This weekend the Spousal Unit and I participated in our almost-annual tradition of the pre-Oscar moviethon. Friend Kelly was our fine guide (meaning he did the schedule, which is the hardest part), and we were also accompanied John, Robert, and Kimberly (*waves*). There are spoilers ahead. Consider yourself warned.
We saw this on Saturday, because we just couldn't fit it in on Sunday. Next year we've decided to split the whole thing up over two days, which will mean more movies with less stress. Munich was a hard watch. We look on as Eric Bana is beaten down by death and futility, in the end becoming a hollowed-out version of himself. The transformation is subtle and watchable. One complaint I've heard is that the movie lacks character development.
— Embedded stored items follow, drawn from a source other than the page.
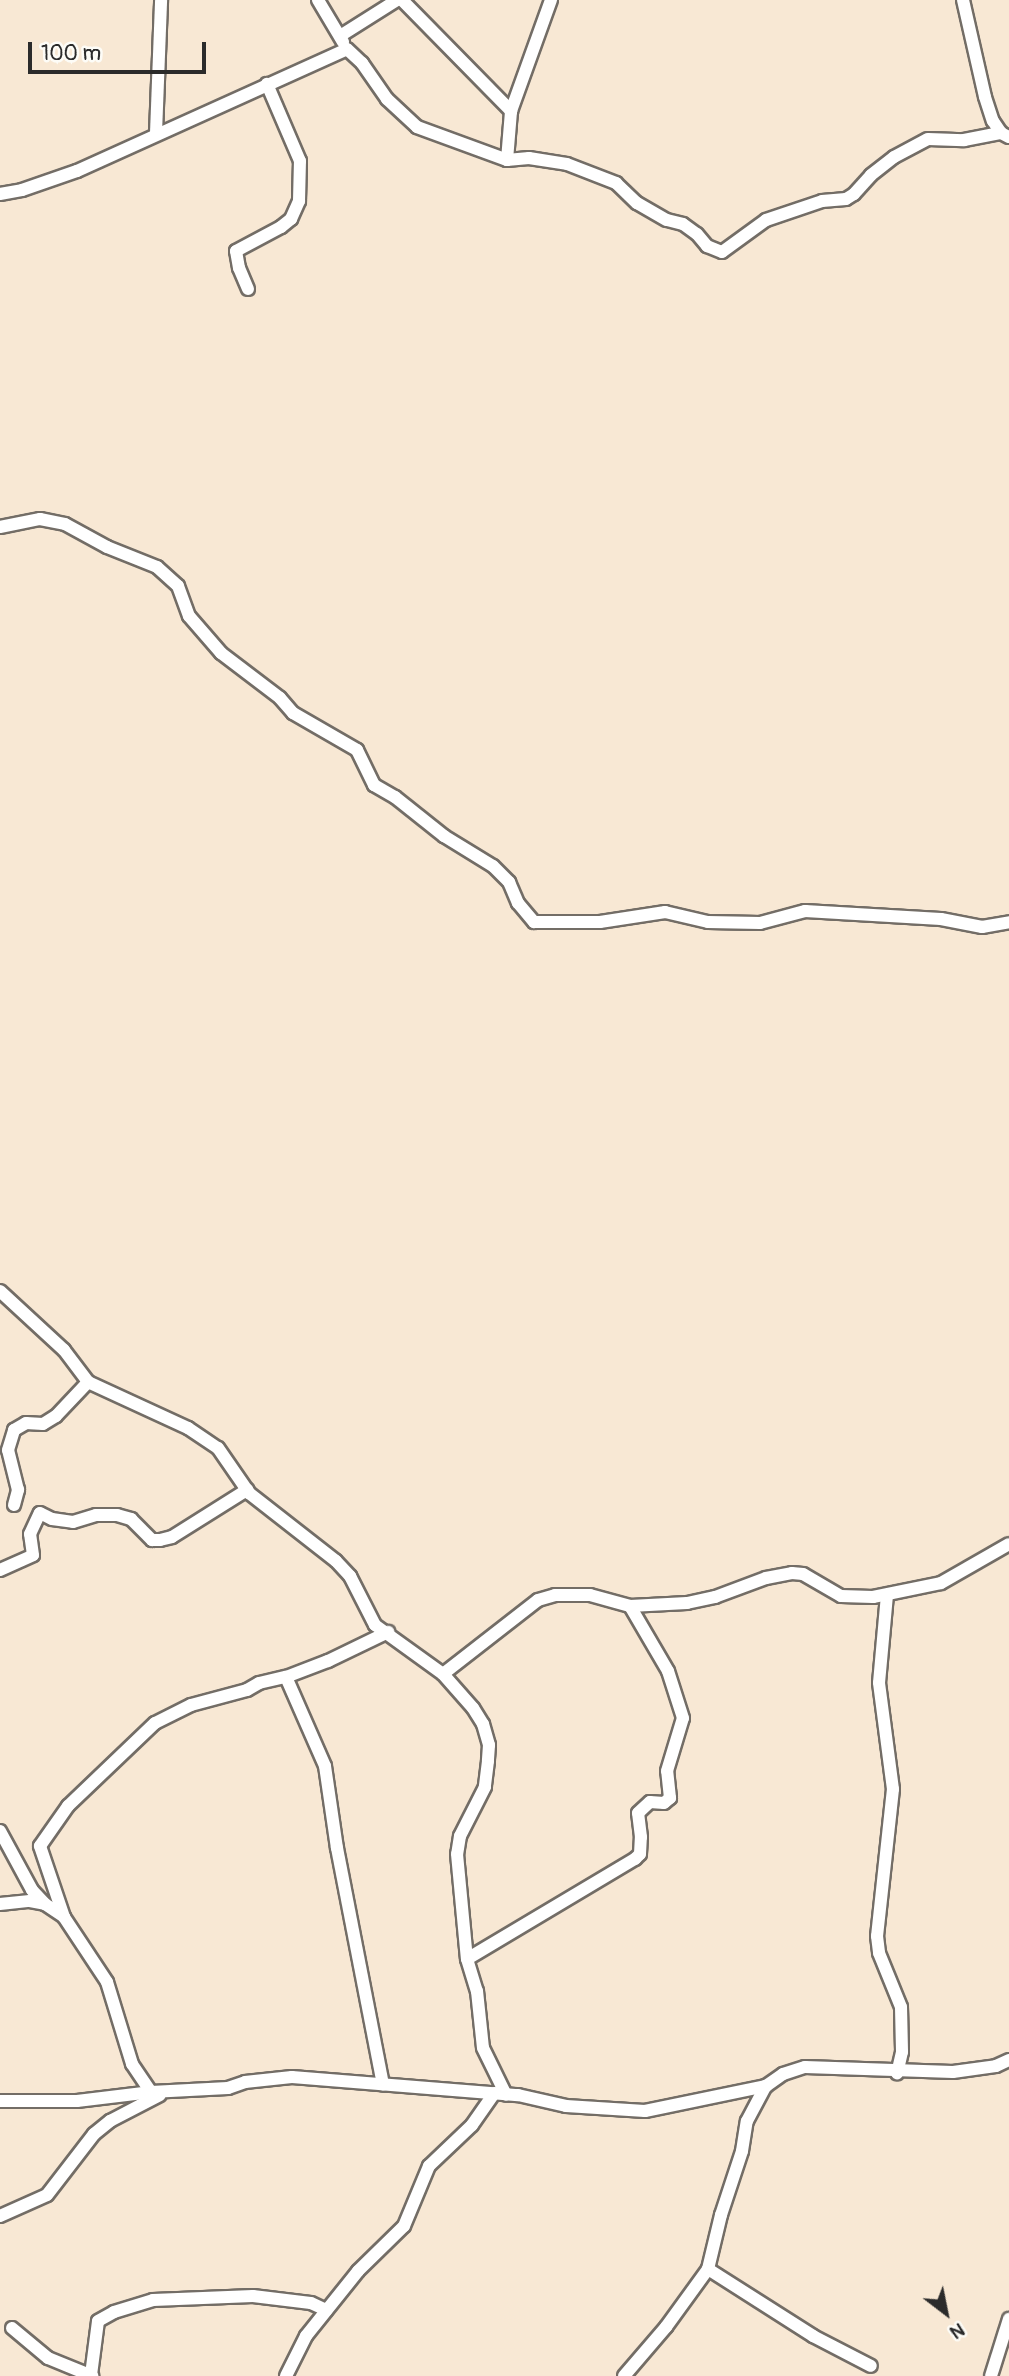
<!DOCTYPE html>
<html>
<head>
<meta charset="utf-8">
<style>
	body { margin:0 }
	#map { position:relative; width:1009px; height:2376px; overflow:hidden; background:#f8e8d4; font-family:Pangolin,sans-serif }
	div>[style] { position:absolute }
	.roads { filter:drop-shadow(2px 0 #736d66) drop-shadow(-2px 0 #736d66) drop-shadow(0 2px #736d66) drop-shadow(0 -2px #736d66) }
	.street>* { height:12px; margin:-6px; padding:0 6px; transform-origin:6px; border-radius:6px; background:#fff }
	span { translate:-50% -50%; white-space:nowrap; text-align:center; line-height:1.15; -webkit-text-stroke:7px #fdfcf7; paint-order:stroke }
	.north { position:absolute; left:911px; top:2278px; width:70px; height:70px; -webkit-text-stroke:5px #fdfcf7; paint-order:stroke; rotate:148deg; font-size:19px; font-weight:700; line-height:28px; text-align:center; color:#2b2b2b }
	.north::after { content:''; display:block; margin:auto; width:24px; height:32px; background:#2b2b2b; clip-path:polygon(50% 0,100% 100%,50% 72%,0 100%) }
	.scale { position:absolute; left:28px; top:42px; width:178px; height:32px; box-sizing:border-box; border:4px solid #2b2b2b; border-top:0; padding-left:9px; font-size:21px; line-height:24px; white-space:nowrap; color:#2b2b2b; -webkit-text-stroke:5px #fdfcf7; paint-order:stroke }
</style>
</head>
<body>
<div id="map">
	<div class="roads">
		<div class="street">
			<div style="left:318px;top:0;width:49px;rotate:59.2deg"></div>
			<div style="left:402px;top:0;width:156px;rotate:45.5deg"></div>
			<div style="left:963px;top:0;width:99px;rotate:77.2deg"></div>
			<div style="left:985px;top:97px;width:25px;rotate:72deg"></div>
			<div style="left:993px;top:121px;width:14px;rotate:56deg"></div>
			<div style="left:1001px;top:133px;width:9px;rotate:27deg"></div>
			<div style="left:340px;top:36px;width:67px;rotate:-32.3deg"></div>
			<div style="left:156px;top:133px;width:133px;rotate:-87.8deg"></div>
			<div style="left:507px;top:160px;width:49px;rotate:-85.3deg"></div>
			<div style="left:511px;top:111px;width:118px;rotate:-70.2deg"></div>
			<div style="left:0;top:194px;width:22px;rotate:-10deg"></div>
			<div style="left:22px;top:190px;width:58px;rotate:-19.1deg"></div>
			<div style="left:77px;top:171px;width:296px;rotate:-24.3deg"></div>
			<div style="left:347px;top:49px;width:21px;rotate:43deg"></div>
			<div style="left:362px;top:63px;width:44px;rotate:55.2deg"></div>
			<div style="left:387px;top:99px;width:41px;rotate:43deg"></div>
			<div style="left:417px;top:127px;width:96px;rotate:20.1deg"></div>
			<div style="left:507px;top:160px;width:22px;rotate:-5deg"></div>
			<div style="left:529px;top:158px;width:38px;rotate:9deg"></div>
			<div style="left:567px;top:164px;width:53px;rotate:21.2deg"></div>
			<div style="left:616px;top:183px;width:29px;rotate:44deg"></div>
			<div style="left:637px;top:203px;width:34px;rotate:30deg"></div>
			<div style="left:667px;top:220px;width:16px;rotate:14deg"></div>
			<div style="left:683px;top:224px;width:17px;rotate:36deg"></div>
			<div style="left:697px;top:234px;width:16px;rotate:50deg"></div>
			<div style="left:707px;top:246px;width:16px;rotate:22deg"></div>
			<div style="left:722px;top:252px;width:54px;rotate:-36deg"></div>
			<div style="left:766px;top:220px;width:59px;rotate:-18.7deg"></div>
			<div style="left:822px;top:201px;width:24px;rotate:-5deg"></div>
			<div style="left:846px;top:199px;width:9px;rotate:-32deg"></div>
			<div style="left:854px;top:194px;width:25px;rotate:-48deg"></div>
			<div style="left:871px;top:175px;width:29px;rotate:-38deg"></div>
			<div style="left:894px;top:157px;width:38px;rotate:-28deg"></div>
			<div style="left:928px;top:139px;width:36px;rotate:2deg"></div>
			<div style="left:964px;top:140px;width:38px;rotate:-11deg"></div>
			<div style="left:248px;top:289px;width:23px;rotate:-113deg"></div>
			<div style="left:239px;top:268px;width:17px;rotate:-100deg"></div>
			<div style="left:236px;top:251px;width:51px;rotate:-28.1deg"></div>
			<div style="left:281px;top:227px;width:13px;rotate:-39deg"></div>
			<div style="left:291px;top:219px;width:20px;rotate:-66deg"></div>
			<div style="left:299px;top:201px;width:40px;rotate:-88.6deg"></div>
			<div style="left:300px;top:161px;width:84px;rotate:-113.2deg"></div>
			<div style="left:0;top:527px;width:41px;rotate:-11.3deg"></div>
			<div style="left:40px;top:519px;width:25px;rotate:11deg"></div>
			<div style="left:65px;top:524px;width:48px;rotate:28.7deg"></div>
			<div style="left:107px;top:547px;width:54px;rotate:21.8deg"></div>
			<div style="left:157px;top:567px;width:28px;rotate:42deg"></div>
			<div style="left:178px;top:586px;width:32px;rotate:70deg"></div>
			<div style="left:189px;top:616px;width:49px;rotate:49.1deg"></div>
			<div style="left:221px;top:653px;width:74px;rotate:37.3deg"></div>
			<div style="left:280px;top:698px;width:20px;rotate:49deg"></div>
			<div style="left:293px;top:713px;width:74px;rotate:30deg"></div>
			<div style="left:357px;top:750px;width:39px;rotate:64deg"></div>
			<div style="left:374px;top:785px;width:24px;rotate:30deg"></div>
			<div style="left:395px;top:797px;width:63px;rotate:38.5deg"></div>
			<div style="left:444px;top:836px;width:57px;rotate:31.5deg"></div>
			<div style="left:493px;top:866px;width:23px;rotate:45deg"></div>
			<div style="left:509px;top:882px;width:23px;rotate:67deg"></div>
			<div style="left:518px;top:903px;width:25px;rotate:50deg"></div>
			<div style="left:534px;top:922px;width:66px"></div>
			<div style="left:600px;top:922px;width:66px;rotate:-8.7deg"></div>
			<div style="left:665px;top:912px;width:44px;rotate:13.1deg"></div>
			<div style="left:708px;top:922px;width:52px;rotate:1.1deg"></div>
			<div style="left:760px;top:923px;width:47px;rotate:-14.9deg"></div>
			<div style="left:805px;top:911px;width:136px;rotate:3.4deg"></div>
			<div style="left:941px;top:919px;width:42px;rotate:11deg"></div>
			<div style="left:982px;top:927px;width:27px;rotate:-10deg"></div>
			<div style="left:0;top:1291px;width:87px;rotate:42.7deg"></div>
			<div style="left:64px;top:1350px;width:40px;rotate:53deg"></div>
			<div style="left:88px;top:1382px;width:110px;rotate:24.7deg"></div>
			<div style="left:188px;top:1428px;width:36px;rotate:34deg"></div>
			<div style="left:218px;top:1448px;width:55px;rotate:55.4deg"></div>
			<div style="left:249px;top:1493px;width:110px;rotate:38deg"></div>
			<div style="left:336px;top:1561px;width:21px;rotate:47deg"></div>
			<div style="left:350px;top:1576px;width:55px;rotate:63deg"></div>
			<div style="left:375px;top:1625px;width:84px;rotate:35.8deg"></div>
			<div style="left:443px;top:1674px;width:45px;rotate:48.6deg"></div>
			<div style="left:473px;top:1708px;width:19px;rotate:58deg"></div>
			<div style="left:483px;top:1724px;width:22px;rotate:74deg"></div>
			<div style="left:489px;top:1745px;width:16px;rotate:94deg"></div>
			<div style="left:488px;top:1761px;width:26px;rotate:97deg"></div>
			<div style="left:485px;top:1787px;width:55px;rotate:117deg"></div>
			<div style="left:460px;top:1836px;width:18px;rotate:99deg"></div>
			<div style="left:457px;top:1854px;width:105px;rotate:84.6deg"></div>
			<div style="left:467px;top:1959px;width:34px;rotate:73deg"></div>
			<div style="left:477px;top:1991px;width:57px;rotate:84deg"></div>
			<div style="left:483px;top:2048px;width:52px;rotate:63.9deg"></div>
			<div style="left:14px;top:1505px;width:16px;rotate:-75deg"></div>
			<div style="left:18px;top:1490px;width:41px;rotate:-104deg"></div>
			<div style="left:8px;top:1450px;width:21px;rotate:-73deg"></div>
			<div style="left:14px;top:1430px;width:14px;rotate:-30deg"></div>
			<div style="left:26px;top:1423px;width:17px;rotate:3deg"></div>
			<div style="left:43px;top:1424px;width:15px;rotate:-32deg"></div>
			<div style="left:56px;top:1416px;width:47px;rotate:-46.7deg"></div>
			<div style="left:0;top:1570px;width:36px;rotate:-24deg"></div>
			<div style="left:33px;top:1555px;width:21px;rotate:-98deg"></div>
			<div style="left:30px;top:1534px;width:23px;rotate:-65deg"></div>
			<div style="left:40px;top:1513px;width:13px;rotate:27deg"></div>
			<div style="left:52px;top:1519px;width:21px;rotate:8deg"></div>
			<div style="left:73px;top:1522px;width:24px;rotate:-17deg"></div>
			<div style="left:96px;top:1515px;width:21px"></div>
			<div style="left:117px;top:1515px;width:15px;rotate:16deg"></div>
			<div style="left:131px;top:1519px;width:30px;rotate:45deg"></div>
			<div style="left:152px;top:1540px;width:8px"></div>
			<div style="left:160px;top:1540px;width:12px;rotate:-14deg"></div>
			<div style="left:172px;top:1537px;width:89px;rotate:-32.1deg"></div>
			<div style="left:887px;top:1595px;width:88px;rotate:95.2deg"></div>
			<div style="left:879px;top:1683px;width:107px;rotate:82.5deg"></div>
			<div style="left:893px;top:1789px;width:148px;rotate:96.2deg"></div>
			<div style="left:877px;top:1936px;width:17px;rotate:83deg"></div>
			<div style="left:879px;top:1953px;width:58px;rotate:67.8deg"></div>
			<div style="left:901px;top:2007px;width:45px;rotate:88.7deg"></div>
			<div style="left:902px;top:2052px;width:22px;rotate:103deg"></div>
			<div style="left:443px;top:1674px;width:120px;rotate:-37.9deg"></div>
			<div style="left:538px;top:1600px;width:18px;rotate:-16deg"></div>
			<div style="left:555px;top:1595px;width:35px"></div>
			<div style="left:590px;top:1595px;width:41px;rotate:15.4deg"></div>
			<div style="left:630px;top:1606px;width:57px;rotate:-3deg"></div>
			<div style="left:687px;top:1603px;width:29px;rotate:-12deg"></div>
			<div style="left:715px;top:1597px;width:54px;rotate:-20.4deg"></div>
			<div style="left:766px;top:1578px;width:26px;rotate:-11deg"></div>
			<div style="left:792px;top:1573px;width:11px;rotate:5deg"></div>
			<div style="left:803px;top:1574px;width:44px;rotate:30.1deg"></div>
			<div style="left:841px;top:1596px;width:32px;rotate:2deg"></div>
			<div style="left:873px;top:1597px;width:69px;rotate:-11.6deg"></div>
			<div style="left:941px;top:1583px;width:78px;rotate:-29.8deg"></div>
			<div style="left:286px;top:1677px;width:97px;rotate:66.3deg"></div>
			<div style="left:325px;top:1766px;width:83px;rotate:81.7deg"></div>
			<div style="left:337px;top:1848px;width:241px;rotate:79deg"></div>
			<div style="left:0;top:1831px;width:67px;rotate:61.5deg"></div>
			<div style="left:32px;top:1890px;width:19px;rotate:47deg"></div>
			<div style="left:45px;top:1904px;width:23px;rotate:34deg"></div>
			<div style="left:64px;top:1917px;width:78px;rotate:56.5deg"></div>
			<div style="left:107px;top:1982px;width:86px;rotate:73deg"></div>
			<div style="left:132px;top:2064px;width:34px;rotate:56deg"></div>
			<div style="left:151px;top:2092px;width:77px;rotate:-3deg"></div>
			<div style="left:228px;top:2088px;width:18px;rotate:-19deg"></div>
			<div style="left:245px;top:2082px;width:47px;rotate:-6.1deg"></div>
			<div style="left:292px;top:2077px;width:227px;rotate:4.6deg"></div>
			<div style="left:518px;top:2095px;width:49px;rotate:12.9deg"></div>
			<div style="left:566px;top:2106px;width:79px;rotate:3.6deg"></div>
			<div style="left:645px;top:2111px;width:124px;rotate:-11.7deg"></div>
			<div style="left:0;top:1904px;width:30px;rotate:-6deg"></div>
			<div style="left:30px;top:1901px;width:15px;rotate:11deg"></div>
			<div style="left:64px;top:1917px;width:75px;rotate:-108.7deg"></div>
			<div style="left:40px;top:1846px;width:49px;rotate:-55deg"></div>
			<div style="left:68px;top:1806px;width:120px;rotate:-43.7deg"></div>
			<div style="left:155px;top:1723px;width:40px;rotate:-26.6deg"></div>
			<div style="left:191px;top:1705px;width:58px;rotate:-15deg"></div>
			<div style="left:247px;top:1690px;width:14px;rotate:-30deg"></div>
			<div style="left:259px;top:1683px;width:28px;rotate:-13deg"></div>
			<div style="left:286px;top:1677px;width:45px;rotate:-20.9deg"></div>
			<div style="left:328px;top:1661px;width:67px;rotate:-25.8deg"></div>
			<div style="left:467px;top:1959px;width:196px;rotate:-30.8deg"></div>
			<div style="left:635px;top:1859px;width:7px;rotate:-45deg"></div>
			<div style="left:640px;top:1854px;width:17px;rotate:-87deg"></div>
			<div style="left:641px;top:1837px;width:24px;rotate:-97deg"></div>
			<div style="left:638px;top:1813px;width:16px;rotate:-43deg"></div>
			<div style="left:650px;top:1802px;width:14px;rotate:4deg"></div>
			<div style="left:664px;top:1803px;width:8px;rotate:-40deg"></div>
			<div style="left:670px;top:1798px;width:27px;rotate:-96deg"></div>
			<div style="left:667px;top:1771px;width:55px;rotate:-73.2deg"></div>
			<div style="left:683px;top:1718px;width:49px;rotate:-107.7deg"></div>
			<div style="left:668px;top:1671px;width:75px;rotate:-120.3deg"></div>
			<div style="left:0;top:2101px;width:77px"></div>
			<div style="left:77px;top:2101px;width:75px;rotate:-6.9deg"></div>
			<div style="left:0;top:2216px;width:51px;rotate:-24.1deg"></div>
			<div style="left:47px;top:2195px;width:77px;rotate:-52.4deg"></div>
			<div style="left:94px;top:2134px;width:21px;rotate:-39deg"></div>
			<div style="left:110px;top:2121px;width:56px;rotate:-27.5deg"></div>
			<div style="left:708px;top:2269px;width:125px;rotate:32.5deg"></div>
			<div style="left:813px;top:2336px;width:65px;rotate:27.3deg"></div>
			<div style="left:12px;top:2328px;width:47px;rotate:39.8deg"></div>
			<div style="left:48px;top:2358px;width:48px;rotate:22.2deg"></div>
			<div style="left:91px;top:2375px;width:54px;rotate:-82.6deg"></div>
			<div style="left:98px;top:2321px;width:18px;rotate:-29deg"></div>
			<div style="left:114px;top:2312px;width:41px;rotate:-17.1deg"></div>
			<div style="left:153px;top:2300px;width:100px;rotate:-2.3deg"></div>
			<div style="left:253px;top:2296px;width:58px;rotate:6.9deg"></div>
			<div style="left:311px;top:2303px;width:17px;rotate:25deg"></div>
			<div style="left:286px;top:2376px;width:45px;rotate:-63.4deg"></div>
			<div style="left:306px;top:2336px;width:83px;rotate:-51.3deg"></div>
			<div style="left:358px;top:2271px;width:64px;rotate:-44.4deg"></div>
			<div style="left:404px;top:2226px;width:65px;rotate:-67.4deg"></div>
			<div style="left:429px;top:2166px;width:59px;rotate:-43.6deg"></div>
			<div style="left:472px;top:2125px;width:39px;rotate:-55deg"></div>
			<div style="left:624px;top:2376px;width:65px;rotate:-49.4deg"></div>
			<div style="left:666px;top:2327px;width:72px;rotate:-54.1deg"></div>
			<div style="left:708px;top:2269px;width:56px;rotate:-76.5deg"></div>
			<div style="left:721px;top:2215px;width:67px;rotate:-71.8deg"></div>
			<div style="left:742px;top:2151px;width:30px;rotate:-81deg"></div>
			<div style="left:747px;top:2121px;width:40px;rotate:-62deg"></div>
			<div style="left:766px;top:2086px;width:21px;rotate:-35deg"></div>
			<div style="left:783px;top:2074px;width:23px;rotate:-18deg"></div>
			<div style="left:805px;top:2067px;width:148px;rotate:1.9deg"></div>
			<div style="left:953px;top:2072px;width:43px;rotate:-7.9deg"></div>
			<div style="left:996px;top:2066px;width:14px;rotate:-25deg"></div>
			<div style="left:991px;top:2376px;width:60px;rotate:-72.5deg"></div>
		</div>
	</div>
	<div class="north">N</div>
	<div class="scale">100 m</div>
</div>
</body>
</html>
With the exception of Bana's Avner, this is probably true. The rest of the cast are pretty one-dimensional, given substance only as a seemingly tacked-on effort to create sympathy before something horrible happens to them. Nonetheless, this movie is worth watching; just don't see it when you're full of weltzschmerz, or the despair may kill you.
Mrs. Henderson Presents
This was the first of the Sunday movies. This is a fun romp, utterly charming, and even a little believable. Judy Dench and Bob Hoskins have sizzling chemistry in this story about a theatre gone naughty (sort of) in WWII London. It makes me want to find an excuse to use the phrase "what about naked girls?" While Dench's performance was lovely, it doesn't touch Huffman's in Transamerica, but I could still see her getting the Oscar on the strength of her career. Yes, yes, I know it's supposed to be for the performance. We all know that sometimes it doesn't pan out that way.
Howl's Moving Castle
We had never been to the Mission, and despite the noise, I think it's a grand place to grab a burger and a movie. Unfortunately the movie was...pretty boring. I was charmed by the Castle itself, but beyond that I found it to be slow-moving and uninspired. I haven't seen Wallace and Gromit, so I'm hoping for Tim Burton's Corpse Bride to take Best Animated Film.
Walk The Line
June Carter and Johnny Cash had one of entertainment's Great Affairs. Their passion is recorded succinctly in June's "Ring of Fire". That's why it's such a shame that Witherspoon and Phoenix had no chemistry. I didn't believe their love, especially Witherspoon's. The two actors did a passable job in a passable movie. I would liked to have seen more focus and more passion from this great love story. I hope someday, someone does it right. I have a feeling Witherspoon is going to get the Oscar, and I'm going to be throwing shoes at the television.
Good Night, and Good Luck
I admit I dozed during bits of this--but not because of the movie--it was just past my bedtime. This was a tight, well-done portrait of a pivotal moment in time: when Edward R. Murrow stood up to Eugene McCarthy. Beautifully directed and shot, every frame is a delight. The dialogue is bright, the pacing is exact, and the characters are developed in a mostly "show, don't tell" fashion of which I heartily approve. Clooney has me in his cheering section for Best Director.
I'm stopping at Borders tonight to see how many more nominated films I can grab for us to watch before the Big Day. This will be the year we've seen as many of the films as possible. We are at least having a lot of fun trying.